La fractura de cráneo, que en condiciones normales requeriría intervención quirúrgica inmediata, fue estabilizada por su juventud (un factor que, en temas de salud, siempre es positivo), por la inmovilidad y, sobre todo, por el frío, que previnieron un daño mayor. Al mismo tiempo, esta fractura (la rotura del hueso del cráneo en fragmentos que asemejan la cáscara rota de un huevo) permitió la descompresión hacia fuera de su cerebro inflamado y evitó el daño que esa hinchazón podría haber ejercido en centros vitales del propio cerebro (el tallo cerebral, en la parte inferior del cerebro, es un frágil tablero de conexiones que controla, entre otras cosas, toda nuestra movilidad, incluida la respiración y el latido del corazón. Más adelante volveremos a hablar de él).
El relato de Nando era sencillo, apenas se detenía en la quizás conocida idea de la capacidad del ser humano para sobrevivir a adversidades extremas, que a veces se exagera, se manipula o se convierte en espectáculo. Su historia era minuciosa y me hacía pensar en una irónica bendición de la naturaleza en esa situación límite, en la que parecía ser el principal enemigo de las víctimas: el villano que estuvo a punto de matarlos terminó beneficiándolos con un experimento espontáneo invaluable para la medicina moderna.

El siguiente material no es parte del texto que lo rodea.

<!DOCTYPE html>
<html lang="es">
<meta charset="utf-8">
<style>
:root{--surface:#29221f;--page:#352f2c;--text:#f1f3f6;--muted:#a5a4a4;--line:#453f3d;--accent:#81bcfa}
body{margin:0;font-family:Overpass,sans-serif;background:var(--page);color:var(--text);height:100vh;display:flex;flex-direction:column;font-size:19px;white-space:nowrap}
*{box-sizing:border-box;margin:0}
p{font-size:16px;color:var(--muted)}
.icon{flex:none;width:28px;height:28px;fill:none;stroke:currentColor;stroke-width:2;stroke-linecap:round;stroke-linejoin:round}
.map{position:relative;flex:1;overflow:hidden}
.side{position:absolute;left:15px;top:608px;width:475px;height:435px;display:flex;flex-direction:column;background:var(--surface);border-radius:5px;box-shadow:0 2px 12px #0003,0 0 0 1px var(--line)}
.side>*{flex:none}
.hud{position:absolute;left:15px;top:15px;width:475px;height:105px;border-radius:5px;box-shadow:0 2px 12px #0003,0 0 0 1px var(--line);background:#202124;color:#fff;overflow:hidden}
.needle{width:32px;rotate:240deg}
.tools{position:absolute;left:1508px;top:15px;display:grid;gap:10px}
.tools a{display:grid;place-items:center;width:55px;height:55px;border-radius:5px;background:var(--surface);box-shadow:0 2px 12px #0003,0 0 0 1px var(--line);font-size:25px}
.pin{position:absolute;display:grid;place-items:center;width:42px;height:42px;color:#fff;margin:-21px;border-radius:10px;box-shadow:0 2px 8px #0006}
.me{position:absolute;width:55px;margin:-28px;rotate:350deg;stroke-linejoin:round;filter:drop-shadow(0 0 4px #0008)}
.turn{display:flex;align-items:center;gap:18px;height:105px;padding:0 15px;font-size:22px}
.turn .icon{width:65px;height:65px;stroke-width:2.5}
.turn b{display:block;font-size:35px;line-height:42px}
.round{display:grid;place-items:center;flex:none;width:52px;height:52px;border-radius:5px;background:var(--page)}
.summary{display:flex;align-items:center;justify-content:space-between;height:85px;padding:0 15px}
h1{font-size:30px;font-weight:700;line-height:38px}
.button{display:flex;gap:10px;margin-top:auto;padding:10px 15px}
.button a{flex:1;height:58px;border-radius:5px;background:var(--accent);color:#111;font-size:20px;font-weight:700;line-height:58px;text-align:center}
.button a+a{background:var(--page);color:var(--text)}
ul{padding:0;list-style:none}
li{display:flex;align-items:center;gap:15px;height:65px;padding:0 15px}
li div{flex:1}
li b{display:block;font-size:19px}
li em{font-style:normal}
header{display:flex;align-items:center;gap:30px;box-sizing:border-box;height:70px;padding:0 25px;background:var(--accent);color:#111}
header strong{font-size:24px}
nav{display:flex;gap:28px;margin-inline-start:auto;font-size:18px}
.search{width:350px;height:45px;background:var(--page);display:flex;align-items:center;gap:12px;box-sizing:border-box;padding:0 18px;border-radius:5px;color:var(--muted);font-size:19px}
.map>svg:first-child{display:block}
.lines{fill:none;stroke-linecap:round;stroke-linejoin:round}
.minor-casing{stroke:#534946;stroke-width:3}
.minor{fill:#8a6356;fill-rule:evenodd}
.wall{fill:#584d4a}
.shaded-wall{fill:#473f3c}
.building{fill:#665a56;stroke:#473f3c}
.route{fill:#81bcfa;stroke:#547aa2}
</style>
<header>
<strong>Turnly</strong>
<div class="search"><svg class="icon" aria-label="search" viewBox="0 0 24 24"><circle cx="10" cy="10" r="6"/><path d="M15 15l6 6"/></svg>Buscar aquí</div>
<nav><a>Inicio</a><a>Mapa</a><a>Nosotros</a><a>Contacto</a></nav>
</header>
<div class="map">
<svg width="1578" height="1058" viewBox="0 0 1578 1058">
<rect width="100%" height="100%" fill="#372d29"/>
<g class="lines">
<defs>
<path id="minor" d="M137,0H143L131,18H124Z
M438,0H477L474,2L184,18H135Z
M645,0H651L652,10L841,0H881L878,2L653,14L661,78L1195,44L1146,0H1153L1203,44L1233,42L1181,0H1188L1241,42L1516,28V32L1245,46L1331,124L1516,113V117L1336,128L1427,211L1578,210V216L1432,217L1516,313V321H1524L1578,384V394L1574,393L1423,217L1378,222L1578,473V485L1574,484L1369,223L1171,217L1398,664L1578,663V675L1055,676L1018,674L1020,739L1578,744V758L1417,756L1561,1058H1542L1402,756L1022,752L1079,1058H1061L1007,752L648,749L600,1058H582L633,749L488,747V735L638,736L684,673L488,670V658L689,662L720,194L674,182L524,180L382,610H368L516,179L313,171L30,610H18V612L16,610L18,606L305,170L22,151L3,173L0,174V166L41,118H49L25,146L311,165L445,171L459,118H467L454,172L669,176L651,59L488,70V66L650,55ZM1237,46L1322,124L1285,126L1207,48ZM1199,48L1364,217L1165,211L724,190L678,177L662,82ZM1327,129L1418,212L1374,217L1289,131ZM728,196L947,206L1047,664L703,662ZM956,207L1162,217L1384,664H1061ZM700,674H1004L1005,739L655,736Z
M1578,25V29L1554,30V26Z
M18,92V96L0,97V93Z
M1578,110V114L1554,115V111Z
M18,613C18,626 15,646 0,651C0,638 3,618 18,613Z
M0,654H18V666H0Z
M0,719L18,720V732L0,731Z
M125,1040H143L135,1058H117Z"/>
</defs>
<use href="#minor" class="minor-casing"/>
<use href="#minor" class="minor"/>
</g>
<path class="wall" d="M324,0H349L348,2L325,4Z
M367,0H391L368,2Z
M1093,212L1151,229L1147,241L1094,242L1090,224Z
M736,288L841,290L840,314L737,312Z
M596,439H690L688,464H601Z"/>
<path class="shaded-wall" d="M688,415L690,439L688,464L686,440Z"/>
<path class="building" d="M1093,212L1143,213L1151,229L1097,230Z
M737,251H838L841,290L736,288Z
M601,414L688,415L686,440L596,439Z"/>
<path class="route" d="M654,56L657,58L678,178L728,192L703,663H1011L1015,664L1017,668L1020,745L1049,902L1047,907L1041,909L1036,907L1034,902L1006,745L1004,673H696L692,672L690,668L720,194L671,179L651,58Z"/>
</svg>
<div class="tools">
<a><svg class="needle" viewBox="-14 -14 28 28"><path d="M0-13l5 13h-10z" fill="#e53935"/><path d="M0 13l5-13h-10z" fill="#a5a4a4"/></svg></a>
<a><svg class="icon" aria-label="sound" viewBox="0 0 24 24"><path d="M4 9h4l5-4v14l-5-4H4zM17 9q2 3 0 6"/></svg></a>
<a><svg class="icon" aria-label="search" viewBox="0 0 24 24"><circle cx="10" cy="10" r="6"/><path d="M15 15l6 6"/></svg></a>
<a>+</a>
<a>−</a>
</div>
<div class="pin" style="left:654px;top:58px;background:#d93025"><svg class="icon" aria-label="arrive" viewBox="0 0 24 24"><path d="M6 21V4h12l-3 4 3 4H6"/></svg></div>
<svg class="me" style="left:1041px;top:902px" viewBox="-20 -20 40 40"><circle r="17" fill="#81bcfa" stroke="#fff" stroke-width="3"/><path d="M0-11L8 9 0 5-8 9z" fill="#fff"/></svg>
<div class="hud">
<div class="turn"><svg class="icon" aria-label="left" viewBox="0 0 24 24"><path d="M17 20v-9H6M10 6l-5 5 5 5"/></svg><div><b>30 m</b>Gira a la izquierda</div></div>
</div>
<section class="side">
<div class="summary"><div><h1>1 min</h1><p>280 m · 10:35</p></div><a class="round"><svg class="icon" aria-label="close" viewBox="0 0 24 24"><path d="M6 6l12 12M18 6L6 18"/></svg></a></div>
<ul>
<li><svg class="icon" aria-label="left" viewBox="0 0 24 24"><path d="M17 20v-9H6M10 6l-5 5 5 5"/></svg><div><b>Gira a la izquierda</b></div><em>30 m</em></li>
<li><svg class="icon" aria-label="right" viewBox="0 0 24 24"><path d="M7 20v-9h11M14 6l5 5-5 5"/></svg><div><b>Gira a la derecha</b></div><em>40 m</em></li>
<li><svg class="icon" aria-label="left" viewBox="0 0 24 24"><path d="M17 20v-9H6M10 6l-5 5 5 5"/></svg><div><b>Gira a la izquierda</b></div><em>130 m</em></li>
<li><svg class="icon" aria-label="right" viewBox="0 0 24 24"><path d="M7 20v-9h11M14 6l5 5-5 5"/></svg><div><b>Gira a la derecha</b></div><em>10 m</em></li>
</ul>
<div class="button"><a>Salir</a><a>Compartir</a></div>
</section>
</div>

Nando Parrado, que nos hipnotizaba con su voz calma, había sido sanado por el azar en una milagrosa conjunción de factores. Su fortaleza frente a la inconcebible tragedia había sido solo uno de ellos, aunque el más importante.

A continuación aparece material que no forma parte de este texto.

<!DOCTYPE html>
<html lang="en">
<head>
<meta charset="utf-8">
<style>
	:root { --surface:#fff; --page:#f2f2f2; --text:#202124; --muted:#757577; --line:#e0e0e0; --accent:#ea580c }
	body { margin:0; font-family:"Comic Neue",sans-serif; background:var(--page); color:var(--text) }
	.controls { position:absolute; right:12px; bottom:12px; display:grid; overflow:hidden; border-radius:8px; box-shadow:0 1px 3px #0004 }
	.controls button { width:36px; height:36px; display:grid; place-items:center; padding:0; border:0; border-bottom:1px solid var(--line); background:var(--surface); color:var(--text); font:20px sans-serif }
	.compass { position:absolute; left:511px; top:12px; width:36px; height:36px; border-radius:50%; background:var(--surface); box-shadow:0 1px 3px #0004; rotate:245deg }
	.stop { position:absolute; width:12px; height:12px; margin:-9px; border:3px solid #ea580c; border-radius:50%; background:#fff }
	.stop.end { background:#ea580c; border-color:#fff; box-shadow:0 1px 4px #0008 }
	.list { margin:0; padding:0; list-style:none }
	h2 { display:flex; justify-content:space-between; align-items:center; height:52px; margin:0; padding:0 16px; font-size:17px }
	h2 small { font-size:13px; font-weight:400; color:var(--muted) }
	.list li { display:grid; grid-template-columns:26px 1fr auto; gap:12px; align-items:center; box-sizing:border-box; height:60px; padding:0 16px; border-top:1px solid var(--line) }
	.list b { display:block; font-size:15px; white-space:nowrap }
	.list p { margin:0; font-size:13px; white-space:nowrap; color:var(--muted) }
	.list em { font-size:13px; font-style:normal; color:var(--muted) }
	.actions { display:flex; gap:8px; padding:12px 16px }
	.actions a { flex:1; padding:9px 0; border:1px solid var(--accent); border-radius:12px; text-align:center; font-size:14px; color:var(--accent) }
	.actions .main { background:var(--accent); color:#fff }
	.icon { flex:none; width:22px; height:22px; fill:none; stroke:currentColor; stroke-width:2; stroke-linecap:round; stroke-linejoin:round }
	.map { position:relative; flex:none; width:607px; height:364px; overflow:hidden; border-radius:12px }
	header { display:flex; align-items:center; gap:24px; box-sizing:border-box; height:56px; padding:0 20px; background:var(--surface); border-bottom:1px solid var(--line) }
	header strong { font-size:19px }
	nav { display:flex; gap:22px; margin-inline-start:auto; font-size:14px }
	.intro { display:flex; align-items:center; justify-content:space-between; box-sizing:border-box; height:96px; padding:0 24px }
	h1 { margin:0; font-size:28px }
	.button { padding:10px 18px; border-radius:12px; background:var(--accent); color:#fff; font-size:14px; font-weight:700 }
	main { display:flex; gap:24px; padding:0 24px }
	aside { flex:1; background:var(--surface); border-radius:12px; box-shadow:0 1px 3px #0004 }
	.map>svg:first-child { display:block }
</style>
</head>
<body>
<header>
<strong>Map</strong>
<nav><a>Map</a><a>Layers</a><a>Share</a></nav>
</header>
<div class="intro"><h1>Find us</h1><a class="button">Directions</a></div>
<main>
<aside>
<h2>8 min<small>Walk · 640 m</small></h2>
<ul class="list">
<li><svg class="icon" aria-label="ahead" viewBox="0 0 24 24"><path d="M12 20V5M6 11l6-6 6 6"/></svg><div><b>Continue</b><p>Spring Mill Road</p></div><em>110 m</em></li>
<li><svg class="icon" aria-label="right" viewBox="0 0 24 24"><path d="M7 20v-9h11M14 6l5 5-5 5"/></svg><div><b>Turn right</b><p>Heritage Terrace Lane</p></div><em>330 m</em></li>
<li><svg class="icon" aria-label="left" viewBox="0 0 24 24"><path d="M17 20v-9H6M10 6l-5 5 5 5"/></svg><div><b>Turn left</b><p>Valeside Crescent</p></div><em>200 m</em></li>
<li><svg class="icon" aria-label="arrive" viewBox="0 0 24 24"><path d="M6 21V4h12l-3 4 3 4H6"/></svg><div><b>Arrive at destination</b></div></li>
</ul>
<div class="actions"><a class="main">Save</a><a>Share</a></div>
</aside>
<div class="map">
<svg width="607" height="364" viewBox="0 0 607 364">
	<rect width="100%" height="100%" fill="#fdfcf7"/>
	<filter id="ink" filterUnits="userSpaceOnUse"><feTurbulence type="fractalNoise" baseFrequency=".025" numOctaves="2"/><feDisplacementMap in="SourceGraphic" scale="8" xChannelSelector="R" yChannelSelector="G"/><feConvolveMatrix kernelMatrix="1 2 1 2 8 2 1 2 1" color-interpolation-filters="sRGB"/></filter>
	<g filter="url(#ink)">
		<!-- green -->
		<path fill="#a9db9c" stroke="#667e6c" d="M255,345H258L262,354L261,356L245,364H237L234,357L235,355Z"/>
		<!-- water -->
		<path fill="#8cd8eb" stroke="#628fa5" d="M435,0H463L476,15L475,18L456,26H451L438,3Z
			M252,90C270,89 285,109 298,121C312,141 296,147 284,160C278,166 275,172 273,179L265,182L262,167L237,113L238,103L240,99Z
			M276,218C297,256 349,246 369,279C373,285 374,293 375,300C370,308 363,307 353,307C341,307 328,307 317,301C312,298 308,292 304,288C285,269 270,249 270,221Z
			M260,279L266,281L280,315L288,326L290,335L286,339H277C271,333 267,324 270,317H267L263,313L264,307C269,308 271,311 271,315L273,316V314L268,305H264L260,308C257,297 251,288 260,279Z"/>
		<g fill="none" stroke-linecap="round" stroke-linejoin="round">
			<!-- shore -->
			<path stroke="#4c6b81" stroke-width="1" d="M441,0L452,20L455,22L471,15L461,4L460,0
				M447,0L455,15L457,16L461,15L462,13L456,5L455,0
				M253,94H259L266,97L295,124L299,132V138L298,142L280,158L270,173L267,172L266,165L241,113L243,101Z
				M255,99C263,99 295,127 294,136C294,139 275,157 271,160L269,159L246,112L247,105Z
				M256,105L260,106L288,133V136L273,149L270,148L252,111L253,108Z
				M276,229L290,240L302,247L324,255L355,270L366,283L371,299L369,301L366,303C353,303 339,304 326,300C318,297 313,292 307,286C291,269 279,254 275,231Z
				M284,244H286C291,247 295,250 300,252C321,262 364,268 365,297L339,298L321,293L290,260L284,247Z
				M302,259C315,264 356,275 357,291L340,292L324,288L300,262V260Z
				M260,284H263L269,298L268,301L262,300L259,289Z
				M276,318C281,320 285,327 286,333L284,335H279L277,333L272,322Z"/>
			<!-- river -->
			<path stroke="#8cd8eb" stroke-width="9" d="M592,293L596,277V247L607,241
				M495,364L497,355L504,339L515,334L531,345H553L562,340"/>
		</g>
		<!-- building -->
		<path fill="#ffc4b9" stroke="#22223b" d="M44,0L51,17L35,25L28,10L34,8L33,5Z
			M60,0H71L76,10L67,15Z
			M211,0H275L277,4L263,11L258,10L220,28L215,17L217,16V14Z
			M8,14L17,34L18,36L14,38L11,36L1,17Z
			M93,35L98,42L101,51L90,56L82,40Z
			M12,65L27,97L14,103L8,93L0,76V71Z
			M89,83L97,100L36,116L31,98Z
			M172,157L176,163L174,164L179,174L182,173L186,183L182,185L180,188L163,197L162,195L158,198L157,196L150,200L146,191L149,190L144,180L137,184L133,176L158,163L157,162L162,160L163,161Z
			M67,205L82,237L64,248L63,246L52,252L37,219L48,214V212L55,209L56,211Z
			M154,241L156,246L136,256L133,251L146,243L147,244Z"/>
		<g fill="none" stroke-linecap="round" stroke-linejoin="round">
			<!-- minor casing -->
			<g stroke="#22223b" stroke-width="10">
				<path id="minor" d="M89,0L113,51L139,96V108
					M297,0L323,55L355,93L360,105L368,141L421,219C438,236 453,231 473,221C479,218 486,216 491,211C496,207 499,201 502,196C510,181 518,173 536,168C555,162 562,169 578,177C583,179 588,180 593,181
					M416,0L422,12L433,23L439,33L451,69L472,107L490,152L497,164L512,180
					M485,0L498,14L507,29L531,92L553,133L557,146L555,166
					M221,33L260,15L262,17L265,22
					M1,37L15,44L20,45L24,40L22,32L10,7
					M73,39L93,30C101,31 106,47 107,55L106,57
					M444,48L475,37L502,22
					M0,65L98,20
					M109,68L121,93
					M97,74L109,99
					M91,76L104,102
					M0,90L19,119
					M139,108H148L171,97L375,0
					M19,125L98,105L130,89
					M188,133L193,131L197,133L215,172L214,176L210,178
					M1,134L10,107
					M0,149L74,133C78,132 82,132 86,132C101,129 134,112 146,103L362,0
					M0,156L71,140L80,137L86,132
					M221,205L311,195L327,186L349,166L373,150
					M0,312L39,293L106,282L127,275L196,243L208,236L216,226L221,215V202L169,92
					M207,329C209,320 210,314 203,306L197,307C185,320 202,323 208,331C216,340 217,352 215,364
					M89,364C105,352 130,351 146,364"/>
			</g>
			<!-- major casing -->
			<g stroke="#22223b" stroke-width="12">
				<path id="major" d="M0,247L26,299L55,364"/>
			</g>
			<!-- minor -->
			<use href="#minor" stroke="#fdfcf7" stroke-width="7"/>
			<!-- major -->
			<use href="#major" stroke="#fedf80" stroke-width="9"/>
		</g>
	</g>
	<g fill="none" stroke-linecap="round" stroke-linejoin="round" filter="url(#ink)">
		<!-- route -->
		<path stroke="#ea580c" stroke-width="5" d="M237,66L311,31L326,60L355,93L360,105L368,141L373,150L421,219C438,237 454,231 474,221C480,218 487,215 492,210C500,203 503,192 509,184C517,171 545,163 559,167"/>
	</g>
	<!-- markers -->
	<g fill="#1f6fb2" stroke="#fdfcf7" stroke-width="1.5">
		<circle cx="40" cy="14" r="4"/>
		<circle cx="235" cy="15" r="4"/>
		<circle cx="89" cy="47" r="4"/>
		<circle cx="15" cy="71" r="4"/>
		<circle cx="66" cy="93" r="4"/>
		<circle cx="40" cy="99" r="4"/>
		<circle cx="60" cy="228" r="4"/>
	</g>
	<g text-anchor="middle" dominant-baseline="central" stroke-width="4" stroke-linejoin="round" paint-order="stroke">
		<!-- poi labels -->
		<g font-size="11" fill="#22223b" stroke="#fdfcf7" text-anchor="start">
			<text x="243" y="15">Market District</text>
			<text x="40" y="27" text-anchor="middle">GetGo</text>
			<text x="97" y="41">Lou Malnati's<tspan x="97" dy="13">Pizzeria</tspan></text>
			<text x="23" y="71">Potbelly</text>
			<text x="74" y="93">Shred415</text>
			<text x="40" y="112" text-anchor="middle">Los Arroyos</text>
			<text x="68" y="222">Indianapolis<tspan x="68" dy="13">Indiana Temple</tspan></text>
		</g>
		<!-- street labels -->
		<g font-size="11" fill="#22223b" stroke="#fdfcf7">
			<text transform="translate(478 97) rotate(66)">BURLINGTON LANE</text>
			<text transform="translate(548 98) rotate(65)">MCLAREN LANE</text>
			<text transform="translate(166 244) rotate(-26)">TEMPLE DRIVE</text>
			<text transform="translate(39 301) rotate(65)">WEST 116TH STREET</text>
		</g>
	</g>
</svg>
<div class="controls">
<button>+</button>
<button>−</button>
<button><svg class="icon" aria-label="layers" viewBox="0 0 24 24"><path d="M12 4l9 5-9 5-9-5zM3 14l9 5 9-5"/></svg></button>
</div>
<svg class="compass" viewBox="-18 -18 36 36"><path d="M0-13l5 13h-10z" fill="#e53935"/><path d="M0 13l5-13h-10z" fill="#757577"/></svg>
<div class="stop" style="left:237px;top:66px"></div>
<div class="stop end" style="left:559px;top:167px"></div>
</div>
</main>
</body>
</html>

Pero su relato tenía un valor agregado, ya que también servía de evidencia retroactiva y daba una nueva oportunidad de conocimiento para el neurointensivismo y el estudio de la supervivencia en condiciones extremas.
Al terminar, en la catarsis de un aplauso que no se agotaba, supe que su prosodia calmada, el tono suave de su veracidad y los escalofríos que me provocó su relato de palabras sencillas dejarían una huella imborrable en mí. “En todos nosotros”, pensé cuando miré a mi alrededor. Todos habíamos quedado convencidos de que solo ese equipo de 16 personas podría haber superado tamaño desafío y, en particular, de que solo alguien con las características personales de Nando podría haber concretado con éxito la expedición de rescate que varias veces se había intentado y había fracasado. Hombres grandes, mujeres y jóvenes se acercaron y le agradecieron que hubiera compartido con ellos algo tan íntimo. Todos tenían los ojos húmedos. Cuando tuve la oportunidad de saludarlo y darle las gracias por su relato, sentí un respeto personal y una conexión que iba más allá del interés científico. El apretón de manos que nos dimos inauguró lo que, para mí al menos, fue un profundo y entrañable encuentro. Con el tiempo, se transformó en una relación personal que ha perdurado y en la que la ciencia, la admiración y el afecto conviven en armonía.